For preventive actions, impact assessments are necessary on various aspects such as the nutritional situation, drinking water supply, water salinity, and ecosystem damage (Kaye and Novell, 1994; Graczyk and Fried, 1998). Water-borne infectious diseases, natural disaster, environmental migration, nutritional deficiency, and environmental pollution should be major risk factors for human health (Thongkrajai et al., 1990; Pazzaglia et al., 1995, Colwell, 1996). The risk factor of diseases also will depend on infrastructure, economic conditions, the hygienic situation, and medical facilities. Risk could be reduced by awareness in the communities that are more vulnerable to instability in the future environment.
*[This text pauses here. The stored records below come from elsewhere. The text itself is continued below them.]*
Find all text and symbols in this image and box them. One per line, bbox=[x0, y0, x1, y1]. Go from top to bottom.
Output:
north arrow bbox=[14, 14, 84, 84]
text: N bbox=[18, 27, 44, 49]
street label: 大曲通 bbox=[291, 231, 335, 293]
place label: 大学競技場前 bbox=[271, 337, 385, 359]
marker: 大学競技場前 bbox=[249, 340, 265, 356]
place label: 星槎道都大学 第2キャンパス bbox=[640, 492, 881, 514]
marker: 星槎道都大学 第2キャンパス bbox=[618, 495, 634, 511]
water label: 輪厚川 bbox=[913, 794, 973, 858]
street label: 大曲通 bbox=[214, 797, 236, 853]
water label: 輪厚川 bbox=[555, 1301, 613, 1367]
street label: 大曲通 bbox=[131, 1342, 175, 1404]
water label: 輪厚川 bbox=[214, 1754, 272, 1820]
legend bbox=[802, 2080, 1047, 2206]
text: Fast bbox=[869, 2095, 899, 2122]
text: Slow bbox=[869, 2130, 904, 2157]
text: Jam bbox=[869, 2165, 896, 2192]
In Asia, economic and population growth will expand rapidly during the 21st century in many countries. The rapid increase in population will be accompanied by migration from rural communities to overcrowded large cities (Stephens, 1995). Disasters linked to climate extremes such as floods and droughts also would impact local and regional populations and enforce migration. The huge energy consumption by the expanding population in urban cities would result in degradation of air and water quality, whereas rapid expansion of the economy will bring about improvements in living standards, such as improved environmental sanitation, hygienic practice, and medical treatment facilities. Therefore, better understanding of the interaction among climate change and environmental and health status in communities at regional and local scales is crucial to forge physiological acclimatization and social adaptations in the future.